The provisions of this Act extends to the whole India, provided that it shall not apply
to the State of Jammu and Kashmir, except to the extent to which the provisions of this
Act relate to the content of Supreme Court. This Act is not exhaustive code Section 22 of
the Act provides that the provisions of this act shall be in addition and not in derogation
of the provisions of any other law relating to the Contempt of Courts. In this Act the
definition of term, "Contempt of Court" is along with important defenses. The Act makes
provisions in respect of liability of the Judges, Magistrates and other persons acting
Judicially. It makes elaborate provisions in respect of the procedures to be followed in the
Contempt proceeding and also in respect of the Appeal.

Watchdog of the Indian constitution, entrusted with the mighty task of dispensing justice in
the country, Judiciary of India forms one of the three main pillars of the union government.
Judiciary ensures justice and equality to every individual and institutions, therefore, the
makers of the constitution upheld the sanctity and prestige of the revered institution by
placing provisions under articles 129 and 215 of the constitution, which enables the courts to
hold individuals in contempt if they attempt to demean or belittle their authority. There have
been several legislations passed since as early as 1926 to govern the law of contempt in the
country, the current one being The Contempt of Courts Act, 1971 which stood amended last
in 2006.

The law pertaining to contempt in India, like all other laws in the country, traces its history to
English laws and statutes. It is interesting to note in this context that there were no statutory
laws to this effect until the year 1926 and the law relating to contempt was governed by the
corresponding British legal principles and laws governing their superior courts of record. The
Contempt of Courts Act, 1926 was the first statutory legislation that granted powers to High
Courts of Judicature established by Letters Patent to punish contempts of subordinates courts.
The Act, however, failed to provide for contempt of courts subordinate to Chief Courts and
Judicial Commissioner’s Court, as also for an extra-territorial jurisdiction of High Courts and
was therefore repealed by The Contempt of Courts Act, 1952, with the institution of which
all the respective Indian states Acts also stood rescinded.

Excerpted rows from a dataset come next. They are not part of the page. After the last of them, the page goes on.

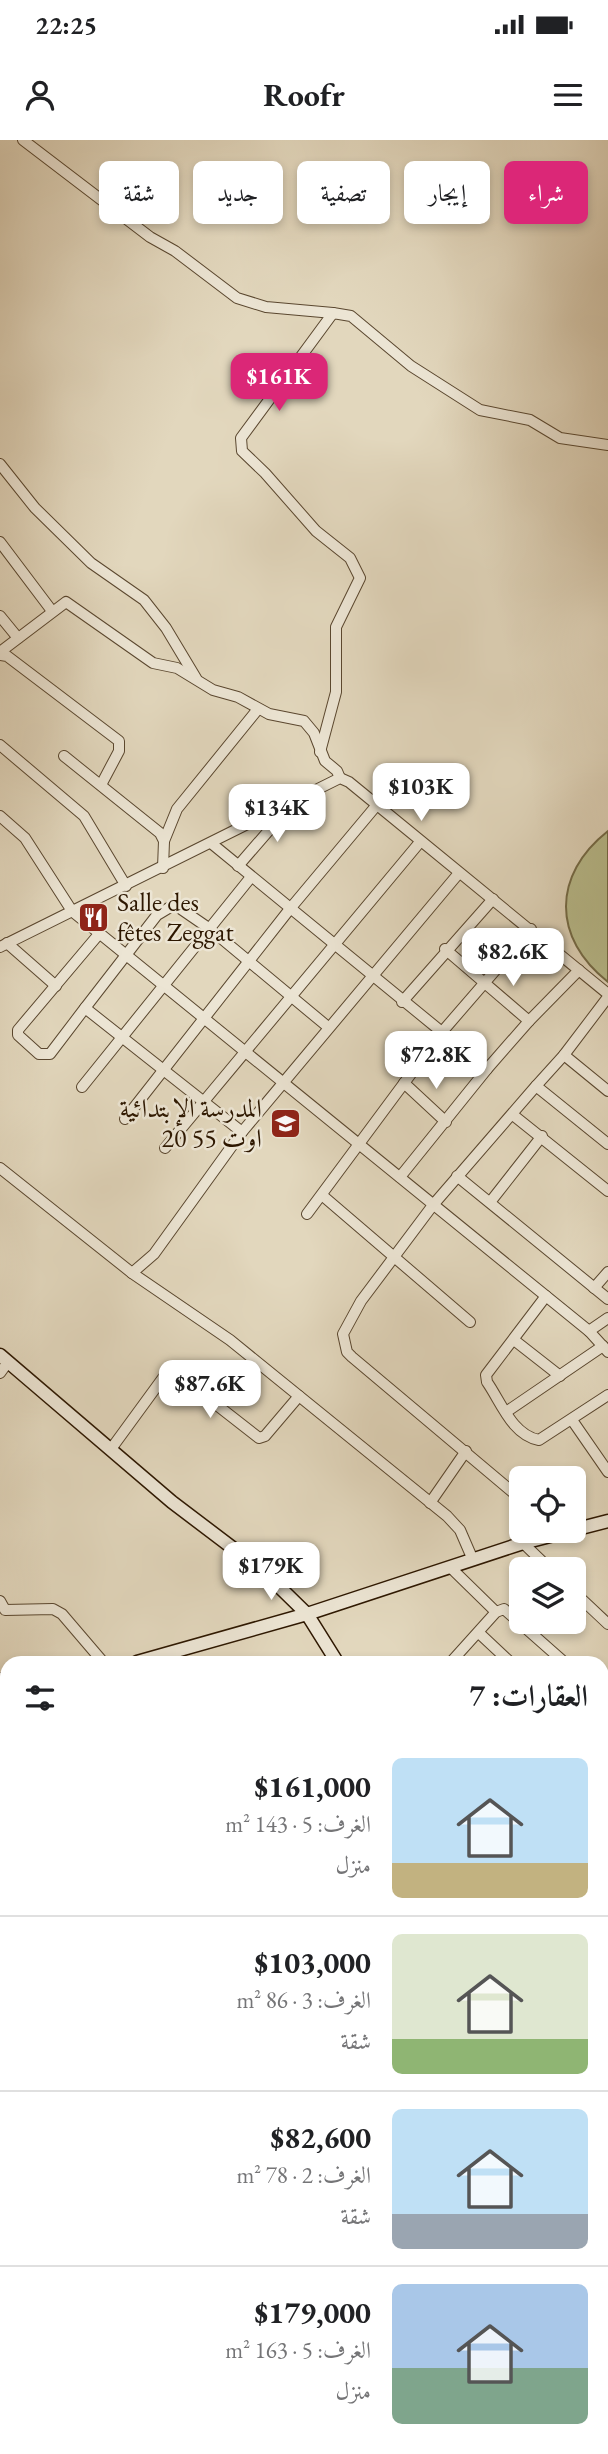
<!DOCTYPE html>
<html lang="ar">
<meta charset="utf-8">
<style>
body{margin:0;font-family:"EB Garamond",Amiri,serif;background:#f2f2f2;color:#202124;direction:rtl;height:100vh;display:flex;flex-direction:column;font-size:26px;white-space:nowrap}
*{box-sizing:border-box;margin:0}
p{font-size:23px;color:#757577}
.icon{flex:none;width:38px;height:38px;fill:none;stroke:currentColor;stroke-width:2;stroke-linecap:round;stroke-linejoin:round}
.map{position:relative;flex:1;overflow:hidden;direction:ltr}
.sheet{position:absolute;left:0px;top:1516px;width:609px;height:800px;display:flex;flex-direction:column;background:#fff;border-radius:21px 21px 0 0;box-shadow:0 4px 10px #0003;direction:rtl}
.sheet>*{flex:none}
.guide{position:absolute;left:21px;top:21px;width:567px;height:63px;direction:rtl;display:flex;gap:14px}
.tools{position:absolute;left:509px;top:1326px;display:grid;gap:14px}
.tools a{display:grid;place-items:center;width:77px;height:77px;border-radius:10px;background:#fff;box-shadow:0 4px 10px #0003;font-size:35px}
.price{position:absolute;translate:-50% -60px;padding:0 16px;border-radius:14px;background:#fff;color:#222;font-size:23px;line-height:46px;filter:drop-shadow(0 2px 4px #0008)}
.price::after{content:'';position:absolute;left:50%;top:42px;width:21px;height:16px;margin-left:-10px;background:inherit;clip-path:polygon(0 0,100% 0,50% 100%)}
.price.current{background:#db2777;color:#fff}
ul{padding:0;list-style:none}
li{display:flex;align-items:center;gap:21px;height:175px;padding:0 21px}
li+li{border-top:2px solid #e0e0e0}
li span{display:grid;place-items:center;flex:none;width:196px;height:140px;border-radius:10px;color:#555}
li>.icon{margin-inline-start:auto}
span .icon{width:84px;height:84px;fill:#fffc;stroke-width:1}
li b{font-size:30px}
h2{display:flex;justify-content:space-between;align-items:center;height:84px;padding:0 21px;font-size:30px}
.chip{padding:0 24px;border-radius:10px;background:#fff;box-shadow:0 4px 10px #0003;font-size:24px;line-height:63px}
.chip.current{background:#db2777;color:#fff}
.status{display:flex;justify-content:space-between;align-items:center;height:49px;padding:0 35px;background:#fff;direction:ltr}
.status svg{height:19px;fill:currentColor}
header{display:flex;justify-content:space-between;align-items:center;height:91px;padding:0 21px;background:#fff;font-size:32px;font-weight:700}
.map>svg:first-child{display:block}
</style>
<div class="status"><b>22:25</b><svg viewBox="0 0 49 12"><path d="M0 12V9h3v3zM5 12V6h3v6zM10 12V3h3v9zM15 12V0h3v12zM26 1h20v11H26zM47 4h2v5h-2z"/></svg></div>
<header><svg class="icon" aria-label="menu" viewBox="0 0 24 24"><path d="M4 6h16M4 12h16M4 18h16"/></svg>Roofr<svg class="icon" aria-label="person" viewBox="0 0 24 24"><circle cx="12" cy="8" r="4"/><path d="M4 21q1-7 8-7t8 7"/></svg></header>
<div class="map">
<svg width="608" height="2314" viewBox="0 0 608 2314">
<rect width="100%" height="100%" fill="#e2d7bd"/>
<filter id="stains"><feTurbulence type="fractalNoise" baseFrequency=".00286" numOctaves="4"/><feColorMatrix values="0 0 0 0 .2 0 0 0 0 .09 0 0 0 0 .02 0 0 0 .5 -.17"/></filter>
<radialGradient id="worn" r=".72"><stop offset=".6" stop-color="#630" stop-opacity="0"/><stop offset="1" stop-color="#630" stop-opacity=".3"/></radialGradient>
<!-- green -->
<path fill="#b9bd8d" stroke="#736a46" stroke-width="2" d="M608,691v151c-56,-44 -56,-107 0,-151z"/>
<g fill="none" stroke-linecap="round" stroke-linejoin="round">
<defs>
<g id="street">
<path d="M23,0l127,97 25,14 62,47 29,9 67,6"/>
<path d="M0,324l35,44 56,55 53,37 22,28 30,50"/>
<path d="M0,402l52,69"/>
<path d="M0,476l18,22"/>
<path d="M0,512l66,-50 87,61 24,5 36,22 25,7 31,17 35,7 10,12 11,28 12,10 3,7"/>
<path d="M0,515l7,1 112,85v10l-18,34"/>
<path d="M0,605l84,71 42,70"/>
<path d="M320,612l16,-60v-65l24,-49 -10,-20 -34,-27 -51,-58 -23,-22 -1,-13 92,-125 18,3 60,50 69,44 50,10 30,18 48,7"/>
<path d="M64,616l96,77 4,8 -1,27"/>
<path d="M0,676l25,22 47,73 517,420 19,21"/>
<path d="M164,701l13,-32 81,-100"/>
<path d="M211,703l276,226 -87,108"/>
<path d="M238,726l52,-60"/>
<path d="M7,803l49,43"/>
<path d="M0,807l340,-169 9,4 259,212"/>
<path d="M445,809l84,72 50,-51"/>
<path d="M608,857l-44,58 44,36"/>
<path d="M402,862l91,-103"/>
<path d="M85,868l-35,46h-11l-21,-19v-5l81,-96"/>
<path d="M487,929l42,-48"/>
<path d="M404,943l42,39"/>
<path d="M536,946l28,-31"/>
<path d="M82,947l169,-210"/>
<path d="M513,975l95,76"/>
<path d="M125,979l164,-209 87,-104"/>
<path d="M242,992l-157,-124 72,-93 15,-9 6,1 32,22 118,98"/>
<path d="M165,1008l255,-306"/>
<path d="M0,1028l132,105 98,67 217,176 13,14 13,30"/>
<path d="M457,1036l151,123"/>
<path d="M323,1056l147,126"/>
<path d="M491,1061l51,-65"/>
<path d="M307,1074l135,-182 89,-103"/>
<path d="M132,1133l22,-19 88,-122 217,-259"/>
<path d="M594,1148l14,-16"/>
<path d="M546,1156l-60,79 1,7c14,20 25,53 52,58l69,-45"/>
<path d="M589,1191l19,-13"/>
<path d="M514,1200l46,36"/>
<path d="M0,1233l8,-11"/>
<path d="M506,1272l97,-66"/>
<path d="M572,1280l36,52"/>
<path d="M111,1309l57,-78 4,-1 87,68 6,-2 34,-40"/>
<path d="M522,1360l-170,-143 -5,-5 -4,-18 18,-33 72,-96 103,-119 72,58"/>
<path d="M430,1363l36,-52"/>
<path d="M523,1403l28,27"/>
<path d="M450,1427l46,45"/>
<path d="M574,1452l34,32"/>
<path d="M0,1461l5,9 48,-1 9,5 41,48"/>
<path d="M479,1493l31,29"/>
<path d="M451,1522l45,-50 8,-3 60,53"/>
<path d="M0,1538l6,13"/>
<path d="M602,1558l6,6"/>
<path d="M602,1611l6,5"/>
<path d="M602,1769l6,5"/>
<path d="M0,2018l7,3"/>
<path d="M602,2066l6,-7"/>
<path d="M0,2200l7,2"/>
<path d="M602,2232l6,-6"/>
<path d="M602,2271l6,-6"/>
<path d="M140,2308l6,6"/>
<path d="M240,2308l6,6"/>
<path d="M442,2308l7,6"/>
<path d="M558,2308l7,6"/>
<path d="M364,2314l6,-6"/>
<path d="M414,2314l6,-6"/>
<path d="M489,2314l5,-6"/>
<path d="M527,2314l6,-6"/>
</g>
<g id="secondary">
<path d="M0,1215l172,147 91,69 44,43 216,-71 85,-22"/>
<path d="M137,1522l170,-48 30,48"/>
<path d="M0,1552l7,-1"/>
<path d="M602,1727l6,5"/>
</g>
<g id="primary">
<path d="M602,1970l6,-5"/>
<path d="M602,2003l6,-7"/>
<path d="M281,2314l6,-6"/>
<path d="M308,2314l5,-6"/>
</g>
</defs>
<!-- street casing -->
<use href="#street" stroke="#5a472f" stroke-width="12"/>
<!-- secondary casing -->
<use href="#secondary" stroke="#2d1700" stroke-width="15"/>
<!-- primary casing -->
<use href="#primary" stroke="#2d1700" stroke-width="17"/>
<!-- street -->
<use href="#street" stroke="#ece5d4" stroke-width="10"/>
<!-- secondary -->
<use href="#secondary" stroke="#ece5d4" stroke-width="12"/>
<!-- primary -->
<use href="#primary" stroke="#e1bc7e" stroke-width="14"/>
</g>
<!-- icons -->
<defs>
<symbol id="restaurant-square" viewBox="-11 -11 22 22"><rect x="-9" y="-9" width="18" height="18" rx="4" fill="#8f2418" stroke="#ece5d4"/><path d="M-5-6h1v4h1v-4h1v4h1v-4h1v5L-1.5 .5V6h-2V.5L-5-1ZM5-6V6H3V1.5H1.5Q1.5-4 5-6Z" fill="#fff"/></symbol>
<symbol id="school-square" viewBox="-11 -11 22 22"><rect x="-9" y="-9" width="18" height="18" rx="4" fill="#8f2418" stroke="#ece5d4"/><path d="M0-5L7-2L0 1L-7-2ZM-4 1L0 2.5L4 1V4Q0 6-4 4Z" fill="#fff"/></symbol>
</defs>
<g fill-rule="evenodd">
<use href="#restaurant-square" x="76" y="760" width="35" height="35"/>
<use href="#school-square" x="268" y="966" width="35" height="35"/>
</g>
<g text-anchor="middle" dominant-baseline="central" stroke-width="5" stroke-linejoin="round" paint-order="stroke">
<!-- poi labels -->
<g font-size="26" fill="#2d1700" stroke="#ece5d4" text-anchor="start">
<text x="117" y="762">Salle des<tspan x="117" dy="30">fêtes Zeggat</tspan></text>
<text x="262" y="968" text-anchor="end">المدرسة الإبتدائية<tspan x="262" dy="30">20 اوت 55</tspan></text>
</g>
</g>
<rect width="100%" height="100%" filter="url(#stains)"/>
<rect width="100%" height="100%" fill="url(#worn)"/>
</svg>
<div class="tools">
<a><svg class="icon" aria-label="locate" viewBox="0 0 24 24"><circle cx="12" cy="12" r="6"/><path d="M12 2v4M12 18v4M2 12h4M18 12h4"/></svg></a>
<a><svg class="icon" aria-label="layers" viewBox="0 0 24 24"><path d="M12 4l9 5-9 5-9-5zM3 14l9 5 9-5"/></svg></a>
</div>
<b class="price current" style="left:279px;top:273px">$161K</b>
<b class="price" style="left:421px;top:683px">$103K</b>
<b class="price" style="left:277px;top:704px">$134K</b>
<b class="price" style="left:513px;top:848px">$82.6K</b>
<b class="price" style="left:436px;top:951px">$72.8K</b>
<b class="price" style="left:210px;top:1280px">$87.6K</b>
<b class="price" style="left:271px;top:1462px">$179K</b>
<div class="guide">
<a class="chip current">شراء</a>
<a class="chip">إيجار</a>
<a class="chip">تصفية</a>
<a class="chip">جديد</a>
<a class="chip">شقة</a>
</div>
<section class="sheet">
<h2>العقارات: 7<svg class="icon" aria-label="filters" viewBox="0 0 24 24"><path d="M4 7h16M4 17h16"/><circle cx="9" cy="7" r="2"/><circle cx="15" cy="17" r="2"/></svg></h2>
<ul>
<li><span style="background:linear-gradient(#bfe0f5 75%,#c2b280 0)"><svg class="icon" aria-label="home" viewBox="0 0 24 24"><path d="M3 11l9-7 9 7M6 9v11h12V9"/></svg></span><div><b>$161,000</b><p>الغرف: 5 · 143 m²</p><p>منزل</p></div></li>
<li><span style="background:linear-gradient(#dfe7d0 75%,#8fb573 0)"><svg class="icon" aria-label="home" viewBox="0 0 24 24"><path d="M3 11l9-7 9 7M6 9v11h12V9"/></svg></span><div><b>$103,000</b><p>الغرف: 3 · 86 m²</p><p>شقة</p></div></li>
<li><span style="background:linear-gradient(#bfe0f5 75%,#9aa5b1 0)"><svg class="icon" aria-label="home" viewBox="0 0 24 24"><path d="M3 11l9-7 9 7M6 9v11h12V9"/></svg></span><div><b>$82,600</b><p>الغرف: 2 · 78 m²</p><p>شقة</p></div></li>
<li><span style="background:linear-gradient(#a9c7e8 60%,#7fa58c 0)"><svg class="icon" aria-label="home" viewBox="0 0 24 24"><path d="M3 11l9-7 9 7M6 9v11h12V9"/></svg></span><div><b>$179,000</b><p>الغرف: 5 · 163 m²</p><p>منزل</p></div></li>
</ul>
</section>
</div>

The Contempt of Courts Act, 1952 did not confer any new powers on the courts. It, however,
made two significant digressions from the prior Act of 1926 in that, one, it redefined ‘High
Court’ to include the Courts of Judicial Commissioner and two, provided for the aforesaid to
try for contempts subordinate to them as well. Surprisingly though, the term ‘contempt’ had
not been defined in any of the Acts yet and there was a still lot of ambiguity present around
the law of contempt. Also, it was realised that the said law needed to be dealt with in light of
two fundamental rights granted in the constitution, namely, freedom of speech and
expression and right to personal liberty. Thus, there was set up a committee in 1961 under the
chairmanship of late H.N. Sanyal, the recommendations of which took the form of the
Contempt of Courts Act, 1971, and overhauled the entire law relating to contempt in the
country.
CONCLUSION
While studying the history of the Contempt f courts in India, one has to remember that this law
originated in pre-independence India, where the British looked to stifle the criticism of the
judicial system by the public. Though the Contempt of Court Act, 1952 and 1971 have since
repealed many of the stifling provisions of the pre-independence act, some lacunae remain in the
law.

The Law of Contempt of Court has to balance the Freedom of right to speech and expression
granted to the citizens of India as well as the provisions made to enable the judicial system to
function without obstruction of any kind.

Looking at it from this angle one can immediately realize that in a democracy the purpose of the
Contempt of Court power can only be to enable the Court to function. The power is not to
prevent the people from criticizing the Judges if the latter do not function properly or commit
misconduct. The power given is to prevent obstruction of justice.